● **Extracted information**:
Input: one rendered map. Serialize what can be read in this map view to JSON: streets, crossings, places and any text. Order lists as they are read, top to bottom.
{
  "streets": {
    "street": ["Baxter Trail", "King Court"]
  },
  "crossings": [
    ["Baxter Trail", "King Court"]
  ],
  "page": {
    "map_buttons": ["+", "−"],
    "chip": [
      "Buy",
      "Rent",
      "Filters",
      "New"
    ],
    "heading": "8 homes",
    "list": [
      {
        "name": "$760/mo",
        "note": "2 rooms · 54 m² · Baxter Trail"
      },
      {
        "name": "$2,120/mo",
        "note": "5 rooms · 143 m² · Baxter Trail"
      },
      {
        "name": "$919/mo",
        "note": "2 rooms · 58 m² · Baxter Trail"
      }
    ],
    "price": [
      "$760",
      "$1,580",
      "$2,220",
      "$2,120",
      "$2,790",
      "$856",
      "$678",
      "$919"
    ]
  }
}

● **What needs to be done**: Please output the entire listing exactly as it stands.

● **Response area**:
Input: one rendered map. Serialize what can be read in this map view to JSON: streets, crossings, places and any text. Order lists as they are read, top to bottom.
{
  "streets": {
    "street": ["Baxter Trail", "King Court"]
  },
  "crossings": [
    ["Baxter Trail", "King Court"]
  ],
  "page": {
    "map_buttons": ["+", "−"],
    "chip": [
      "Buy",
      "Rent",
      "Filters",
      "New"
    ],
    "heading": "8 homes",
    "list": [
      {
        "name": "$760/mo",
        "note": "2 rooms · 54 m² · Baxter Trail"
      },
      {
        "name": "$2,120/mo",
        "note": "5 rooms · 143 m² · Baxter Trail"
      },
      {
        "name": "$919/mo",
        "note": "2 rooms · 58 m² · Baxter Trail"
      }
    ],
    "price": [
      "$760",
      "$1,580",
      "$2,220",
      "$2,120",
      "$2,790",
      "$856",
      "$678",
      "$919"
    ]
  }
}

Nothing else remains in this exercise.